__PROVIDED DATA__.
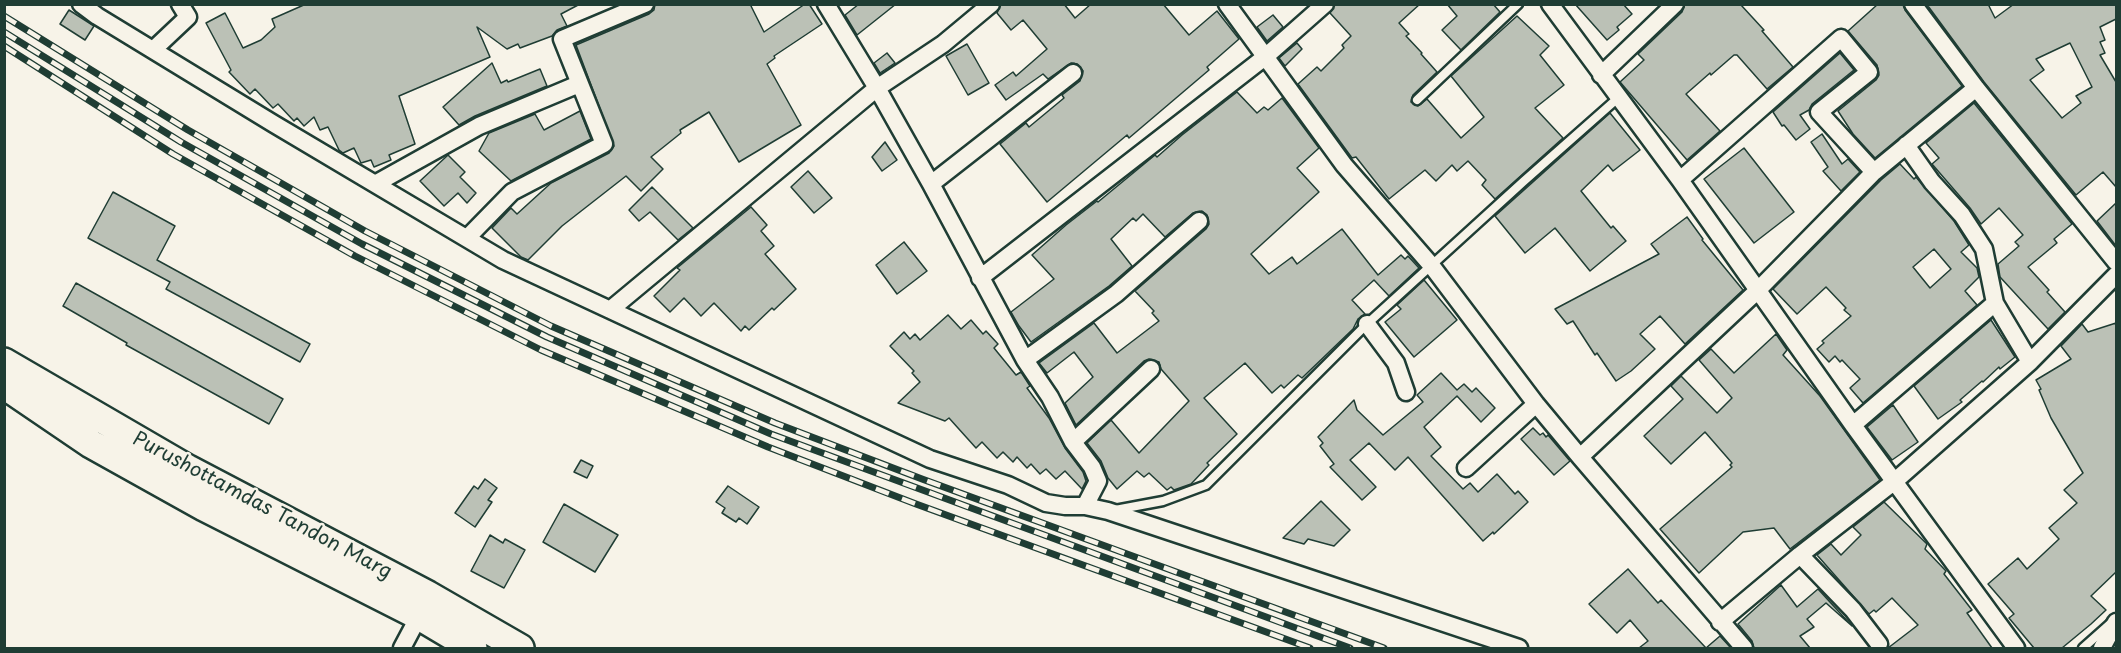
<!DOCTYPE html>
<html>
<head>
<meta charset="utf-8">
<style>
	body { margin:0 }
	#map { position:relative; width:2121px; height:653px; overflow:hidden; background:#f7f3e8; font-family:"Playpen Sans",sans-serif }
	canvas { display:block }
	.frame { position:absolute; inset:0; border:6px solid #1f3d34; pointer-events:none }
</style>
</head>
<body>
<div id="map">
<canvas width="2121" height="653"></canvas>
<div class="frame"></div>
</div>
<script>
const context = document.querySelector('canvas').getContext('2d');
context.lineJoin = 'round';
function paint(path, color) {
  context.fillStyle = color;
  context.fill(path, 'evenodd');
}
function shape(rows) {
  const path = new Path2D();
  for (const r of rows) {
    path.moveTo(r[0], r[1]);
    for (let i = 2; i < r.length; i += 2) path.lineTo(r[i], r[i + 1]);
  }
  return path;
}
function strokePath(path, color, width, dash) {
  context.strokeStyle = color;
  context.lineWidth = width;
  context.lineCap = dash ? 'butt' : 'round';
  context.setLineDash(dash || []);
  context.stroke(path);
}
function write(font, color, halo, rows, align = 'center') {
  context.font = font + ' "Playpen Sans",sans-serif';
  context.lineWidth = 5;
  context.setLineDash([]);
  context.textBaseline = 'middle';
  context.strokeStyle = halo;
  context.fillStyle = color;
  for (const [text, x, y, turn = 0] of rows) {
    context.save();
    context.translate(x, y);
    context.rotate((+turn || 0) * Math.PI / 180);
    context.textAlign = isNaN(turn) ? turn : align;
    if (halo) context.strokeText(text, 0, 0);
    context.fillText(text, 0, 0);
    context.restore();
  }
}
const building = shape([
	[306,4,580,4,561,14,567,26,557,30,552,36,520,48,518,44,507,49,477,27,490,57,399,96,415,144,389,155,391,160,374,167,371,160,361,163,354,148,343,153,339,150,328,127,320,130,314,117,304,126,297,118,294,121,278,104,273,108,255,89,250,94,229,72,231,70,206,23,225,13,243,48,261,40,275,27,272,19,306,4],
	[655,4,750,4,764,32,805,4,809,4,822,24,774,56,775,58,767,64,801,125,739,162,709,112,680,130,681,133,651,157,663,169,641,191,626,176,562,226,528,260,521,257,492,228,511,208,517,214,551,183,609,153,614,146,576,45,649,14,654,10,655,4],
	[859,4,896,4,857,35,845,15,859,4],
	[1001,4,1064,4,1075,18,1091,4,1163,4,1189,35,1217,11,1239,39,1207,67,1209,70,1129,138,1127,135,1047,202,1000,144,1026,123,1029,127,1064,98,1062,95,1080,81,1083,71,1077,64,1071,63,1048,79,1043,74,1006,100,995,85,1013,72,1016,76,1047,49,1023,20,1011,30,997,13,1001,4],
	[1335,4,1420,4,1399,23,1409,34,1406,36,1422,53,1421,54,1437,72,1413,95,1411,102,1418,106,1427,99,1461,138,1484,117,1451,76,1517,16,1549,46,1540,55,1564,85,1535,108,1563,138,1495,199,1482,185,1486,180,1468,161,1457,171,1452,165,1436,181,1425,170,1389,199,1356,157,1352,158,1298,84,1317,67,1321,71,1344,48,1342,45,1351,36,1330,13,1335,4],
	[1447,4,1493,4,1500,12,1461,50,1442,30,1457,16,1447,4],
	[1575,4,1623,4,1632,14,1617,27,1619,30,1607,40,1575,4],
	[1685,4,1741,5,1764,30,1762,31,1793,67,1767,89,1737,55,1734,55,1711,75,1710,73,1686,94,1720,131,1687,160,1620,82,1644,60,1638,54,1682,12,1685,4],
	[1878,4,1903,4,1905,10,1962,86,1875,158,1853,134,1838,111,1876,80,1879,75,1877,65,1848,31,1878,4],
	[1930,4,1988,4,1995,18,2014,4,2116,4,2116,19,2100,27,2105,40,2100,42,2105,53,2100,55,2116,82,2116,187,2103,172,2076,195,1984,82,1928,6,1930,4],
	[2070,43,2092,87,2076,96,2081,103,2062,118,2030,80,2044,70,2036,59,2070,43],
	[69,10,94,26,85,40,60,24,69,10],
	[1273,15,1283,27,1267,41,1257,27,1273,15],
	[1297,43,1302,49,1285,66,1279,58,1297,43],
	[967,44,989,83,968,95,946,56,967,44],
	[887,53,895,63,880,73,874,63,887,53],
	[1840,53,1854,70,1812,104,1809,110,1800,115,1810,129,1796,140,1784,125,1782,126,1773,112,1840,53],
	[492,63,501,83,507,80,508,82,540,69,547,86,475,116,459,125,443,107,492,63],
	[1237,92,1257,113,1264,107,1268,110,1282,98,1319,148,1297,168,1319,192,1251,254,1269,274,1292,257,1297,264,1342,229,1378,275,1401,255,1405,259,1408,256,1419,268,1389,296,1374,280,1352,300,1365,314,1358,319,1353,329,1302,378,1298,375,1284,388,1281,385,1272,393,1245,363,1204,398,1237,434,1207,463,1209,465,1191,484,1174,490,1171,487,1167,490,1149,473,1144,477,1137,471,1117,489,1108,478,1101,461,1087,443,1111,420,1139,453,1189,401,1161,369,1159,362,1149,359,1144,361,1076,425,1065,403,1093,377,1074,352,1047,373,1039,363,1094,323,1117,353,1159,321,1152,313,1154,311,1135,291,1206,229,1209,224,1207,215,1202,211,1193,213,1165,237,1143,214,1136,221,1133,218,1111,239,1132,266,1109,286,1031,342,1019,326,1011,312,1054,279,1032,255,1066,225,1097,201,1098,202,1155,155,1157,157,1182,135,1237,92],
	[1974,103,2072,224,2054,239,2057,243,2028,267,2049,290,2047,292,2065,312,2048,329,2000,277,1998,264,2019,246,2015,242,2023,235,1999,208,1981,224,1970,208,1932,164,1939,158,1926,143,1974,103],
	[580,111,591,139,511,181,479,151,489,133,535,114,544,130,580,111],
	[1610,113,1640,150,1613,171,1608,165,1581,191,1611,228,1613,226,1626,241,1590,271,1555,228,1525,253,1495,216,1610,113],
	[1822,134,1842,164,1848,159,1860,172,1841,191,1823,171,1828,167,1811,142,1822,134],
	[885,142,897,160,882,171,872,157,885,142],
	[1744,148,1794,212,1754,243,1704,179,1744,148],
	[448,155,465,172,460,177,476,193,467,203,458,193,444,206,420,181,448,155],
	[1900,164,1914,179,1916,177,1954,221,1969,245,1961,252,1977,268,1979,277,1965,291,1977,305,1863,403,1850,388,1860,379,1842,360,1840,362,1835,356,1829,362,1817,349,1824,343,1822,341,1851,316,1844,310,1846,308,1826,287,1797,314,1773,289,1881,180,1900,164],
	[1934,249,1951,269,1930,288,1913,267,1934,249],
	[808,171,832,198,814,213,791,187,808,171],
	[652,187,693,228,678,240,650,212,639,221,629,210,652,187],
	[113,192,175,226,157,260,310,344,300,362,166,289,170,282,88,238,113,192],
	[2116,203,2116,246,2097,221,2116,203],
	[751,207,767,225,761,231,774,246,765,254,796,289,774,310,772,308,749,330,745,326,741,331,714,303,701,316,684,298,670,312,654,296,680,270,677,268,751,207],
	[1687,217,1703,239,1702,240,1743,290,1685,344,1660,316,1640,334,1655,349,1631,371,1616,381,1597,353,1595,355,1573,321,1567,324,1555,309,1659,254,1651,244,1687,217],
	[904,242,927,271,897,294,876,265,904,242],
	[1424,280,1457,320,1414,357,1385,322,1401,309,1397,305,1424,280],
	[76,283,283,399,269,424,126,345,127,343,63,306,76,283],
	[948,315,961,329,971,320,983,334,986,331,998,344,994,348,1016,375,1021,372,1030,386,1027,388,1049,418,1065,448,1083,472,1086,481,1082,489,1065,471,1056,479,1046,469,1040,474,1031,464,1027,468,1017,457,1013,462,1003,452,997,458,982,442,976,448,949,418,945,421,898,403,920,382,912,373,914,371,890,346,904,332,910,339,915,334,920,340,948,315],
	[1991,320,2015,357,2000,369,1999,367,1983,382,1982,381,1960,400,1962,402,1938,419,1914,386,1991,320],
	[2116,323,2116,572,2091,596,2106,610,2091,624,2062,648,2034,648,2009,618,2014,614,1988,584,2018,558,2027,569,2059,539,2049,528,2077,503,2064,490,2083,473,2051,418,2039,390,2041,389,2036,380,2071,359,2061,346,2082,324,2088,332,2116,323],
	[1776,334,1787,350,1783,355,1820,396,1880,480,1790,549,1774,528,1743,532,1699,573,1660,529,1732,467,1730,465,1732,463,1705,432,1671,464,1644,436,1683,399,1671,386,1681,376,1717,413,1732,398,1699,360,1711,349,1734,373,1776,334],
	[1441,373,1457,390,1464,384,1472,392,1476,388,1495,408,1481,422,1457,396,1424,427,1441,447,1431,456,1463,489,1470,483,1478,492,1497,474,1515,494,1518,491,1528,502,1494,534,1493,532,1483,541,1408,457,1395,470,1369,443,1350,460,1376,487,1362,500,1330,467,1334,464,1320,446,1323,443,1318,437,1354,400,1357,410,1383,435,1423,402,1417,395,1441,373],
	[1893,405,1918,442,1892,460,1867,427,1893,405],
	[1533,428,1540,435,1543,433,1546,437,1548,435,1570,461,1554,475,1521,439,1533,428],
	[581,460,593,466,587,478,574,472,581,460],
	[485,479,497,488,488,500,492,502,475,527,455,513,474,486,478,489,485,479],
	[728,486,759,507,747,524,739,518,736,522,722,513,725,508,716,502,728,486],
	[1321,501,1350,530,1334,546,1308,539,1304,544,1283,538,1321,501],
	[1884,502,1927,544,1925,549,1946,571,1944,574,1972,610,1967,613,1992,648,1888,648,1918,625,1892,598,1876,612,1874,610,1869,614,1817,555,1831,544,1841,555,1861,535,1853,527,1884,502],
	[564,504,618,535,595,572,543,542,564,504],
	[490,535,503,543,505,539,525,550,504,588,471,571,490,535],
	[1628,569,1658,603,1661,600,1706,648,1639,648,1648,641,1630,620,1617,633,1589,604,1628,569],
	[1781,585,1797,607,1818,589,1852,626,1826,603,1807,619,1814,627,1800,636,1810,648,1754,648,1752,641,1738,624,1781,585],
	[1720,636,1731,648,1706,648,1720,636]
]);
const lane = shape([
	[1417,100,1518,4],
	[1115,510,1163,501,1206,485,1367,324,1524,181,1618,98],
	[2083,648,2110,624]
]);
const street = shape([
	[81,4,97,16,274,124,503,260,930,459,1008,485,1046,503,1065,506,1085,506,1108,511,1519,648],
	[826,4,877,88,931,184,1025,360,1050,397,1073,442,1092,467,1098,481,1085,506],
	[1227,4,1344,165,1431,265,1536,404,1580,457,1744,648],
	[1550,4,1680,180,1853,425,2016,648],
	[1913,4,1976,88,2116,262],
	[153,50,188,17,180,4],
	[1601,75,1675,4],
	[1906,145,1932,182,1962,215,1984,249,1995,303,2030,362],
	[1680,180,1841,38,1869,72,1819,112,1874,172],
	[375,184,479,126,579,84],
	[931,184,1073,73],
	[467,238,512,192,604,144,562,39,645,4],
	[980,278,1265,57,1325,4],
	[610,310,877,88,943,44,991,4],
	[1367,324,1396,363,1406,392],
	[1025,360,1116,294,1199,221],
	[1853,425,1995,303],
	[1073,442,1151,369],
	[1580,457,1757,291,1874,172,1976,88],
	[1466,468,1536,404],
	[1800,555,1853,610,1879,644],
	[1720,622,1800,555,1895,481,2030,362,2116,275],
	[402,648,419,616],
	[2102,648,2116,622]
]);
const primary = shape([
	[4,362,188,469,428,595,520,648],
	[4,385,91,444,204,507,419,616,473,648]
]);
const rail = shape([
	[4,16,188,130,365,231,551,326,775,423,922,479,1384,648],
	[4,32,181,142,362,244,547,337,771,434,1350,648],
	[4,46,173,154,355,256,541,350,768,447,916,504,1310,648]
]);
const streetNames = [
	["Purushottamdas Tandon Marg",262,506,28]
];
paint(building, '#bbc1b6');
strokePath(building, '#1f3d34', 1.5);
strokePath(lane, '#1f3d34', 13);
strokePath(street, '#1f3d34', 21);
strokePath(primary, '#1f3d34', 32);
strokePath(lane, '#f7f3e8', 8);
strokePath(street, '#f7f3e8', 16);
strokePath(primary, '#f7f3e8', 27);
strokePath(rail, '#1f3d34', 7);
strokePath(rail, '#f7f3e8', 4.5, [14]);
write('20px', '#1f3d34', '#f7f3e8', streetNames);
</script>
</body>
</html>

__AIM OF THE EXERCISE__. If a line above contains the word "color", list it.

__TASK SOLUTION__.
function paint(path, color) {
  context.fillStyle = color;
function strokePath(path, color, width, dash) {
  context.strokeStyle = color;
function write(font, color, halo, rows, align = 'center') {
  context.fillStyle = color;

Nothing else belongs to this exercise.